My First Month at Ursa Computing

2021/05/13

I’ve now been working at Ursa Computing on Apache Arrow for just over a month, and thought it would be a good time to write a blog post about my experiences over the past month.

So when I found out I got the apprenticeship, I will admit, I shrieked with joy. It was a similar noise to the one I made when I found out that my talk had been accepted for rstudio::conf 2019. At the time I’d been interviewing for a few different things, but this was the only one where I had to cut things down in the cover letter, rather than bulk it up. My cover letter was quite the ramble about my passion for open source community, and encouraging people to get involved in open source. The interviews and the small task I had to do were the least arduous of all the interviews and assignments for possible jobs I had to do at the time. It just felt right.

I’ve had a really great first month. It’s been really bloody challenging - but in a good way. I’ve had 12 pull requests merged so far, and that’s been all sorts of things, from adding a new job to the CI, to moving some C++ code from the R layer to the C++ layer and writing the relevant C++ unit tests, to writing R bindings that allow users to call common R functions like any() and all(), but actually harness the power of the underlying C++ code for faster execution on large datasets.

I’ve learned a lot. Before this, I hadn’t done any C++, and found it pretty daunting. I still do, but tackling the tickets where I had to work with the C++ code taught me a lot about the power of using analogy and looked at similar bits of code and previous pull requests which solve similar problems. Many times I’ve seen, in advice for people wanting to get involved in open source, the suggestion that they should read previous pull requests, but I’d never really understood the benefits until now. I’ve enjoyed getting to learn independently, but also more structured opportunities to learn - there is a fortnightly meeting which about different topics in open source maintenance, and this has been fascinating so far. The most interesting so far was a session on The Apache Way.

I’m also learning a lot about the difference between being a developer in the open source world compared to the commercial world. As much as in industry, plenty of people do strive to achieve great code quality, ultimately, if the code you write gets the job done and is sufficiently well-tested, then that’s good enough a lot of the time. However, often, when writing code for a specific application or use-case, you have a well-defined idea of how people are going to use your code, and might literally be able to see every time a function you write is being called, and so there is less risk of things going wrong from edge cases. Things are a lot different when you’re building frameworks that other people are going to be able to use. You need to think a lot more about edge cases as people could be doing all sorts of things with your code, and investing extra time in devising an elegant solution that reduces complexity is time well spent. My perfectionist tendencies absolutely adore this, though the part of me that likes to “MacGyver” something impressive together with string and duct tape is sitting crying in a corner! It’s not a bad thing though - I feel like my R skills have improved a lot over the past month, thanks to the feedback I’ve received.

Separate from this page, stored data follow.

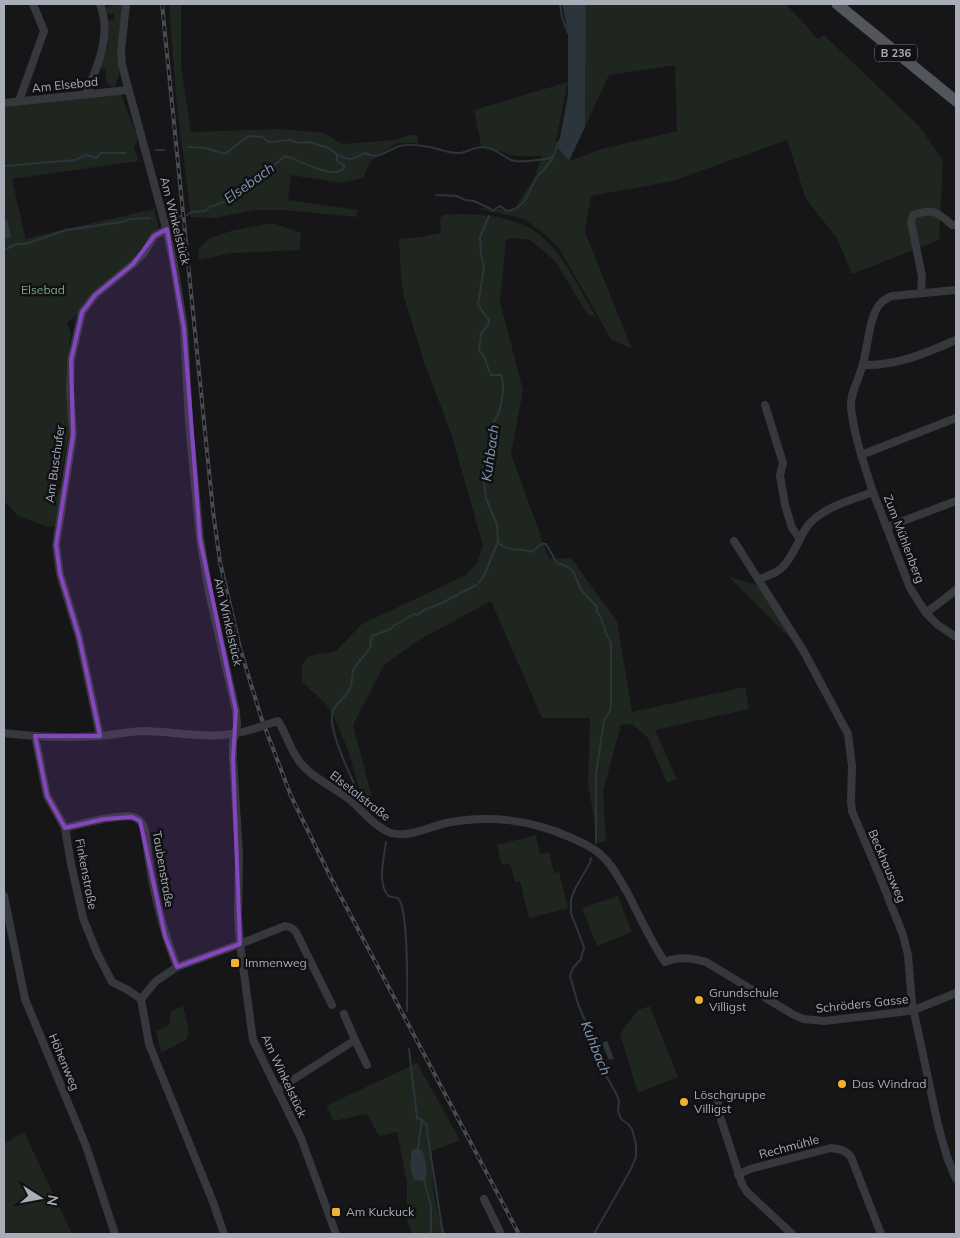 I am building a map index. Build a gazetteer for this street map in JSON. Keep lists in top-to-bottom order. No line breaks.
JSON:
{"streets":{"main road":["B 236"],"street":["Am Elsebad","Am Winkelstück","Am Buschufer","Zum Mühlenberg","Elsetalstraße","Beckhausweg","Taubenstraße","Finkenstraße","Schröders Gasse","Höhenweg","Rechmühle"]},"crossings":[["Am Elsebad","Am Winkelstück"],["Am Winkelstück","Am Buschufer"],["Am Winkelstück","Elsetalstraße"],["Am Buschufer","Elsetalstraße"],["Elsetalstraße","Finkenstraße"],["Elsetalstraße","Schröders Gasse"],["Beckhausweg","Schröders Gasse"],["Taubenstraße","Finkenstraße"]],"water":["Elsebach","Kuhbach"],"parks":["Elsebad"],"places":{"transit":["Immenweg","Am Kuckuck"],"other":["Grundschule Villigst","Das Windrad","Löschgruppe Villigst"]},"north":"right"} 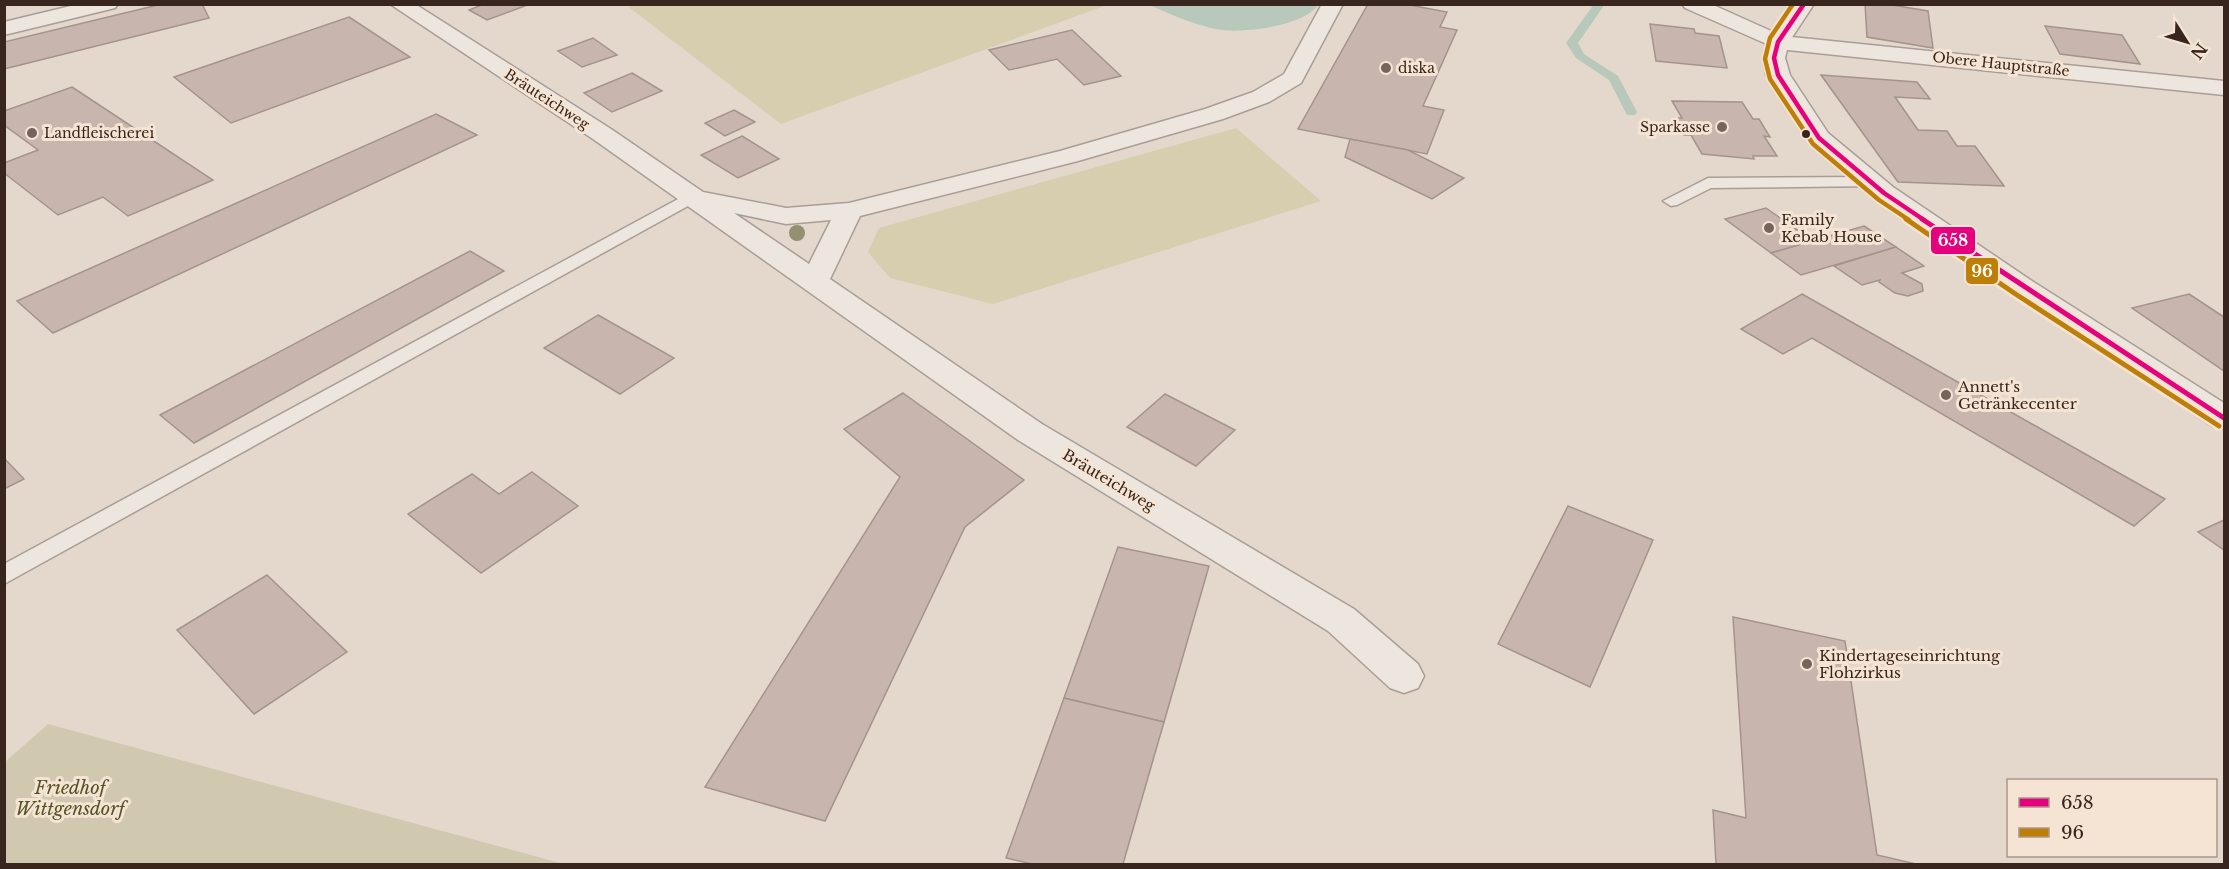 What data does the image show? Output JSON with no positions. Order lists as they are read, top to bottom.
{
  "streets": {
    "street": ["Obere Hauptstraße", "Bräuteichweg"]
  },
  "parks": ["Friedhof Wittgensdorf"],
  "places": [
    "diska",
    "Sparkasse",
    "Landfleischerei",
    "Family Kebab House",
    "Annett's Getränkecenter",
    "Kindertageseinrichtung Flohzirkus"
  ],
  "lines": ["transit line 658", "transit line 96"],
  "legend": ["658", "96"],
  "north": "bottom right"
}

Another difference I’ve observed is in communication patterns. I’m working on a globally distributed project, and so a lot of communication is asynchronous. In addition to this, one of the key tenets of The Apache Way - a set of principles that govern how Apache Software Foundation projects are run - is open communication. This means that much of the communication about the project must be done on project mailing lists, and other public but “unofficial” channels like Zulip are used for real time chat. This can be a bit daunting at first, but I’m getting my head around the idea. There’s still the internal Ursa Slack, which I tend to use for a lot of questions I have. I really do enjoy working with a distributed team though; I like the fact that communication is expected to be somewhat asynchronous, so whilst some conversations may happen in one go, it’s perfectly fine to start a conversation on a topic and people come back to it later depending on their individual time zones and what they’re up to. I find myself spending less time concerned about my Slack notifications and being more able to focus when I need to.

At this point, I do want to drop my tendency to be overwhelmingly positive, to instead be genuine. There are some things I’m finding it harder to adapt to. When I was working as a consultant or a data scientist, I always would push to be involved in the planning side of the work I was doing, really dig into what the big picture was, and aim to be working with as specific requirements and expectations as possible. This approach makes a lot of sense when you’re doing client work and have deadlines, but this is not the world which I am inhabiting now. Whilst there are certain items targeted for the next release, work is generally self-assigned and people work on what they’re interested in or what they think needs doing. This approach absolutely works - stuff gets done, and gets done well - but as someone who quells their anxiety by evaluating how things are by comparing the current state of things to the grand plan, it’s a huge mindset shift. I have a tonne of things I want to get better at - CI, R, Python, C++, documentation - and occasionally I find myself feeling a bit overwhelmed trying to do a bit of everything as I don’t have a huge amount of specific focus, and so feeling like I’m not moving much. Ultimately though, it’s up to me to talk to people, think about what I think is worth doing and making my own plan/goals if that structure is what I need. I’m optimistic about solving this though and I anticipate that I will actually really enjoy this extra freedom once I’ve adjusted to it.

One really great thing is the people. Things got off to a good start before I’d even started, with interviews taking a conversational tone, and not feeling like the interviewers were trying to interrogate me or catch me out. When I did start, I was paired up with someone with whom I had daily catchups with in the first couple of weeks, and now twice-weekly catchups. I think this was really important as a new person starting out somewhere that is entirely remote - there are a lot of incidental conversations that don’t happen and questions one doesn’t just ask in passing, and so having dedicated time to discuss things is helpful. As well of this, people seem to be really good at coaching/mentoring. When I ask questions about how/why things worked the way they do, people were very clear in encouraging me to ask these kinds of things. When I include code in a pull request that, perhaps unkindly, I might later label “f-ing stupid”, they’d gently ask me questions like “what would happen if I passed X into this function?” so I’d come to the realisation myself. Similarly, when I asked questions to which the answers are in the vignettes, instead of just pointing me there, to explain what I did understand so far, and started a conversation. It’s, honestly, an absolute delight to be working with people who are really great at a lot of things I’m still a relative newbie to, and just being able to enjoy it rather than feeling constant “imposter syndrome”. As an aside, I’m being a lot more careful about using that term now, as it ignores the impact of the context and environment, and frames things in terms of neuroses when there are things that can be done about it.

So, what next then? I have a lot to learn and a lot of skills to level up, so I’m going to set myself some goals so I have a bit more focus, as mentioned earlier. I also want to be more communicative without adding meaningless noise. For example, getting involved in code reviews a little more; yesterday someone had done a huge amount of refactoring, and I realised that even though the author was a lot more experienced as a developer than me, it was still worth expressing an opinion on whether their changes made the codebase easier to work with, even if I was just confirming that it was. I’ve also started a slightly bigger project on documentation. I think there’s a fine line between the fact that sometimes people really do need to just RTFM, but on the other hand, many people trying to use a new codebase are busy and so skimming the docs is as much effort as it makes sense for them to invest. I want documentation that works for the people in the latter category, as that’s often been me in the past. I want all my man pages to have examples I can run. As a developer, I want complicated internal functions to be documented so I can read the code more easily. I have quite strong feelings about this, and am really excited to dig more into this topic.

This month has been fun but challenging - which, to be honest, is my favourite combination of things. I’m working on a really exciting project with some fantastic people, and I’m really glad to be here.